Prospective, population-based cohort study.Objectives.
To examine whether worker demographic, pain, disability, and psychosocial variables, assessed soon after work-related back pain disability onset, predict 6-month work disability.Summary of Background Data.
Greater age, pain, and physical disability, and certain psychosocial characteristics may be risk factors for prolonged back pain-related work disability, although many studies have been small, findings have been inconsistent, and some psychosocial variables have not been examined prospectively.Methods.
Workers (N = 1,068) completed telephone interviews assessing demographic, pain, disability, and psychosocial variables 18 days (median) after submitting Workers’ Compensation back pain disability claims. Administrative measures of work disability 6 months after claim submission were obtained.Results.

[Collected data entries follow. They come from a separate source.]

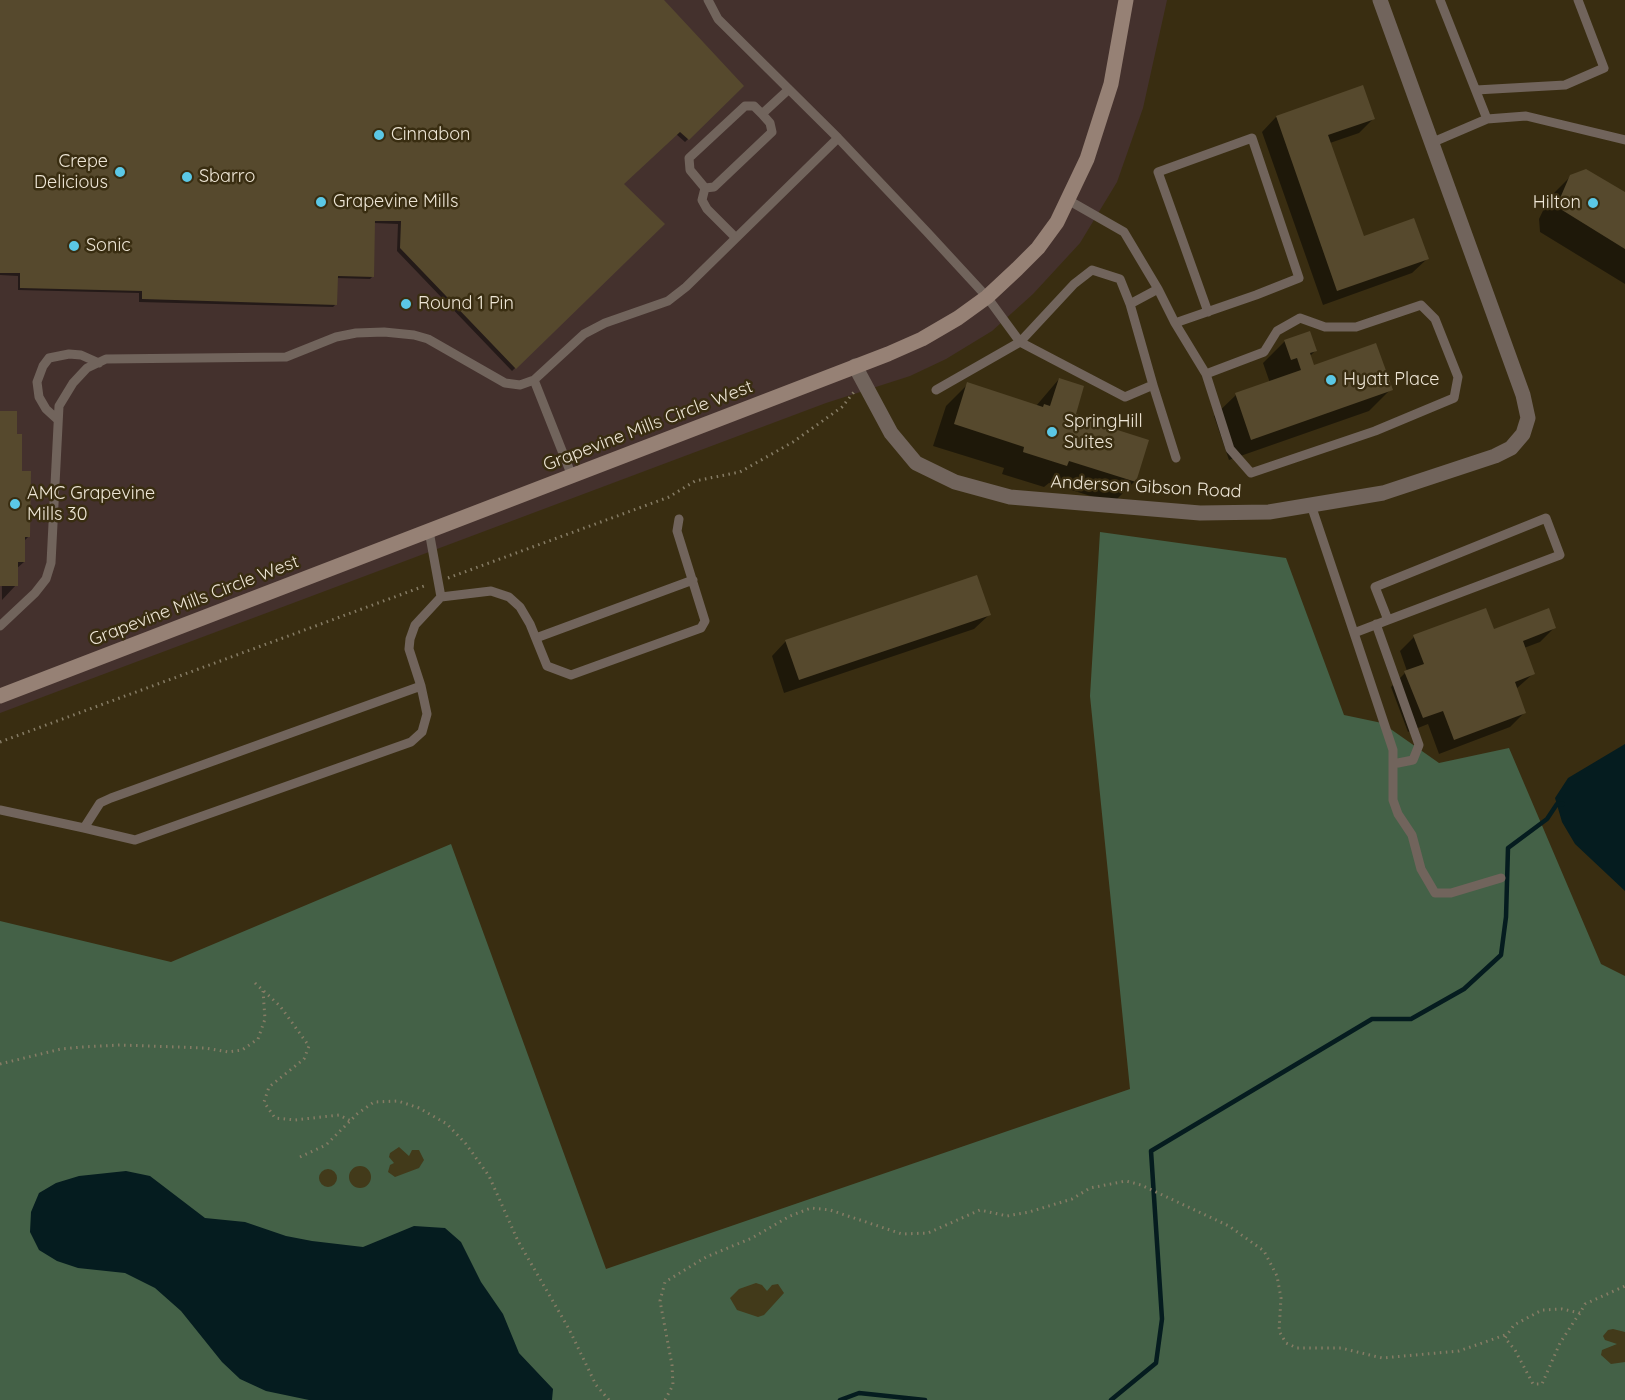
<!DOCTYPE html>
<html>
<head>
<meta charset="utf-8">
<style>
	body { margin:0 }
	canvas { display:block; background:#392d11 }
</style>
</head>
<body>
<canvas width="1625" height="1400"></canvas>
<script>
const context = document.querySelector('canvas').getContext('2d');
context.lineJoin = 'round';
function paint(path, color) { context.fillStyle = color; context.fill(path, 'evenodd'); }
const toPath = rows => new Path2D(rows.map(r => 'M' + r).join(''));
function stroke(path, color, width, dash) { context.strokeStyle = color; context.lineWidth = width; context.lineCap = dash ? 'butt' : 'round'; context.setLineDash(dash || []); context.stroke(path); }
function label(font, color, halo, rows, align = 'center') {
  context.font = font + ' Quicksand,sans-serif'; context.lineWidth = 5; context.setLineDash([]); context.textBaseline = 'middle'; context.strokeStyle = halo; context.fillStyle = color; for (const [text, x, y, turn = 0] of rows) {
    context.save(); context.translate(x, y); context.rotate((+turn || 0) * Math.PI / 180); context.textAlign = isNaN(turn) ? turn : align; if (halo) context.strokeText(text, 0, 0); context.fillText(text, 0, 0); context.restore();
  }
}
paint(toPath([
	[0,0,1167,0,1143,108,1117,182,1080,243,1033,294,992,331,946,359,910,376,826,403,0,713]
]), '#44312d');
paint(toPath([
	[1100,532,1286,558,1344,715,1382,723,1439,763,1509,748,1601,964,1625,976,1625,1400,0,1400,0,921,171,962,451,844,606,1269,1130,1089,1090,696]
]), '#446147');
paint(toPath([
	[399,1147,409,1156,412,1150,419,1150,424,1160,419,1168,395,1177,388,1172,390,1165,394,1163,389,1157,390,1153],
	'349 1177a11 11 0 1 1 22 0a11 11 0 1 1-22 0Z',
	'319 1178a9 9 0 1 1 18 0a9 9 0 1 1-18 0Z',
	[756,1283,762,1285,767,1291,772,1285,778,1284,784,1293,764,1315,758,1317,737,1310,730,1298,739,1289],
	[1613,1329,1625,1332,1625,1362,1611,1364,1601,1355,1602,1350,1617,1344,1605,1340,1603,1336,1608,1330]
]), '#423a1a');
paint(toPath([
	[1625,744,1625,891,1575,844,1562,822,1555,798,1568,778],
	[126,1171,150,1176,205,1218,245,1222,286,1236,312,1241,363,1247,414,1226,445,1228,461,1242,481,1282,503,1314,519,1353,553,1389,552,1400,309,1400,266,1391,240,1379,222,1362,181,1311,155,1288,125,1273,78,1268,57,1261,39,1250,30,1232,31,1212,39,1193,56,1183,79,1176]
]), '#051c1f');
paint(toPath([
	[0,0,662,0,742,86,685,142,676,134,622,184,662,224,512,371,397,251,398,224,374,223,373,276,370,279,336,278,336,304,333,307,139,302,139,293,18,290,18,276,0,275],
	[1362,87,1373,119,1359,133,1330,143,1363,238,1427,259,1412,273,1323,305,1262,132,1276,117],
	[1571,176,1625,195,1625,284,1540,232,1539,219,1549,198],
	[1285,341,1316,350,1309,357,1313,367,1391,389,1369,411,1229,460,1214,416,1236,395,1270,383,1263,363],
	[1059,379,1074,415,1084,421,1135,481,1113,503,1049,483,1044,487,1002,474,1004,468,933,446,946,406,968,384,1036,406],
	[0,413,15,435,29,536,24,541,24,562,16,569,16,585,2,600],
	[989,615,974,629,784,693,772,656,786,641],
	[1554,628,1540,642,1524,648,1534,673,1516,689,1525,712,1510,727,1439,754,1428,724,1408,732,1391,687,1407,671,1400,651,1414,637]
]), '#0007');
stroke(toPath([
	[840,1400,859,1393,925,1400],
	[1111,1400,1156,1363,1162,1319,1151,1151,1372,1019,1411,1019,1464,989,1501,955,1506,917,1508,848,1547,819,1557,804,1563,804]
]), '#051c1f', 4.5);
paint(toPath([
	[0,0,664,0,744,86,689,140,680,132,624,184,665,224,516,369,400,248,401,221,375,221,374,277,338,276,337,305,142,299,142,291,20,288,20,273,0,273],
	[1363,85,1375,119,1328,135,1364,236,1414,218,1429,259,1337,291,1276,116],
	[1586,169,1625,192,1625,249,1562,210,1561,196,1570,175],
	[1310,331,1317,351,1310,353,1314,365,1376,343,1393,390,1251,440,1235,393,1301,370,1297,358,1291,360,1284,340],
	[1059,378,1084,386,1076,414,1087,418,1086,420,1149,440,1136,482,1069,461,1067,466,1023,452,1024,447,954,424,967,382,1043,407,1044,404,1050,406],
	[0,411,17,411,17,434,22,434,22,471,31,471,30,537,25,537,25,562,18,562,18,586,0,586],
	[977,575,991,615,799,680,785,640],
	[1486,608,1494,629,1549,608,1556,628,1523,641,1535,674,1515,682,1526,713,1454,740,1443,711,1423,718,1404,671,1424,664,1413,635]
]), '#56492d');
stroke(toPath([
	[448,578,669,497,695,481,740,472,793,442,842,407,854,392],
	[0,742,427,585],
	[255,983,280,1006,309,1046,304,1059,269,1087,264,1102,275,1118,295,1120,339,1115,351,1121],
	[0,1064,61,1049,82,1047,120,1045,205,1048,228,1052,242,1050,258,1039,265,1019,263,991],
	[300,1157,326,1145,357,1114,374,1102,398,1101,419,1108,447,1124,466,1144,489,1176,518,1241,569,1329,596,1385,609,1400],
	[1580,1313,1562,1309,1542,1310,1514,1325,1505,1338,1515,1350,1533,1384,1542,1384,1560,1343,1575,1320,1580,1313,1585,1304,1625,1286],
	[665,1400,673,1385,672,1365,660,1301,665,1282,706,1257,752,1238,790,1216,811,1208,830,1210,902,1234,928,1233,980,1210,1007,1216,1029,1212,1072,1199,1090,1188,1126,1181,1141,1185,1229,1226,1264,1251,1277,1276,1281,1298,1279,1331,1286,1343,1297,1348,1341,1348,1382,1358,1459,1351,1508,1334]
]), '#867c65', 3, [1.5, 4.5]);
stroke(toPath([
	[708,0,718,19,838,138,927,232,987,297,1020,342,936,390],
	[1440,0,1487,119],
	[1476,90,1565,85,1604,68,1578,0],
	[762,114,754,106,745,106,689,158,690,170,705,188,714,187,772,132,770,123,762,114,788,90],
	[1431,143,1487,119,1526,116,1625,140],
	[705,188,702,200,707,209,736,238],
	[1068,200,1124,232,1158,289,1130,304,1120,279,1092,270,1074,284,1020,342,1125,397,1153,385,1130,304],
	[1158,289,1175,323,1256,295,1299,278,1252,138,1158,172,1208,312],
	[1175,323,1206,374,1264,352,1277,331,1300,318,1325,327,1356,327,1421,305,1435,319,1458,377,1454,398,1375,431,1251,473,1230,449,1206,374],
	[534,380,572,476],
	[1153,385,1176,458],
	[58,420,46,409,39,397,37,382,43,366,49,358,69,354,81,355,99,363],
	[1311,505,1354,633,1388,620,1560,555,1546,518,1375,587,1388,620],
	[429,531,441,597],
	[0,626,35,593,46,579,51,563,59,406,73,383,87,368,106,359,286,357,336,337,356,333,384,332,414,335,428,339,505,383,520,385,534,380,584,334,605,323,668,301,686,287,838,138],
	[1354,633,1393,750,1393,764,1413,760,1419,745,1376,624],
	[536,638,693,580],
	[1393,764,1393,800,1398,814,1412,835,1421,869,1435,893,1451,893,1501,878],
	[0,810,84,828,100,803,111,798,421,686,409,649,410,639,415,625,441,597,491,591,509,597,520,607,530,624,547,666,571,675,701,628,705,621,677,531,679,519],
	[84,828,135,840,411,742,422,732,427,714,421,686]
]), '#71645c', 9);
stroke(toPath([
	[855,366,891,433,916,463,955,482,1010,497,1200,513,1269,512,1383,493,1495,456,1511,448,1523,434,1528,418,1523,395,1380,0]
]), '#71645c', 15);
stroke(toPath([
	[0,696,888,354,922,339,958,318,987,297,1017,269,1038,248,1057,222,1087,159,1111,84,1126,0]
]), '#968175', 15);
for (const [x, y, r, color] of [
	[379,135,6,"#5bc8e6"],
	[120,172,6,"#5bc8e6"],
	[187,177,6,"#5bc8e6"],
	[321,202,6,"#5bc8e6"],
	[1593,203,6,"#5bc8e6"],
	[74,246,6,"#5bc8e6"],
	[406,304,6,"#5bc8e6"],
	[1331,380,6,"#5bc8e6"],
	[1052,432,6,"#5bc8e6"],
	[15,504,6,"#5bc8e6"]
]) { const dot = new Path2D(); dot.arc(x, y, r, 0, 2 * Math.PI); context.fillStyle = color; context.fill(dot); stroke(dot, '#392d11', 2); }
label('18px', '#eee6d6', '#392d11', [
	["Cinnabon",391,135],
	["Crepe",108,162,"right"],
	["Delicious",108,183,"right"],
	["Sbarro",199,177],
	["Grapevine Mills",333,202],
	["Hilton",1581,203,"right"],
	["Sonic",86,246],
	["Round 1 Pin",418,304],
	["Hyatt Place",1343,380],
	["SpringHill",1064,422],
	["Suites",1064,443],
	["AMC Grapevine",27,494],
	["Mills 30",27,515]
], 'left');
label('18px', '#eee6d6', '#392d11', [
	["Grapevine Mills Circle West",648,426,-21],
	["Anderson Gibson Road",1146,487,3],
	["Grapevine Mills Circle West",194,601,-21]
]);
</script>
</body>
</html>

At 6 months, 196 workers (18.4%) were receiving work disability compensation. Age, race, education, and baseline pain and disability were significant predictors of 6-month disability. Adjusting for baseline demographics, pain, disability, and other psychosocial variables, high work fear-avoidance (odds ratio, 4.6; 95% confidence interval, 1.6–13.7) and very low recovery expectations (odds ratio, 3.1, 95% confidence interval, 1.5–6.5) were significant independent predictors.Conclusions.
Among individuals with acute work-related back pain, high pain and disability, low recovery expectations, and fears that work may increase pain or cause harm are risk factors for chronic work disability.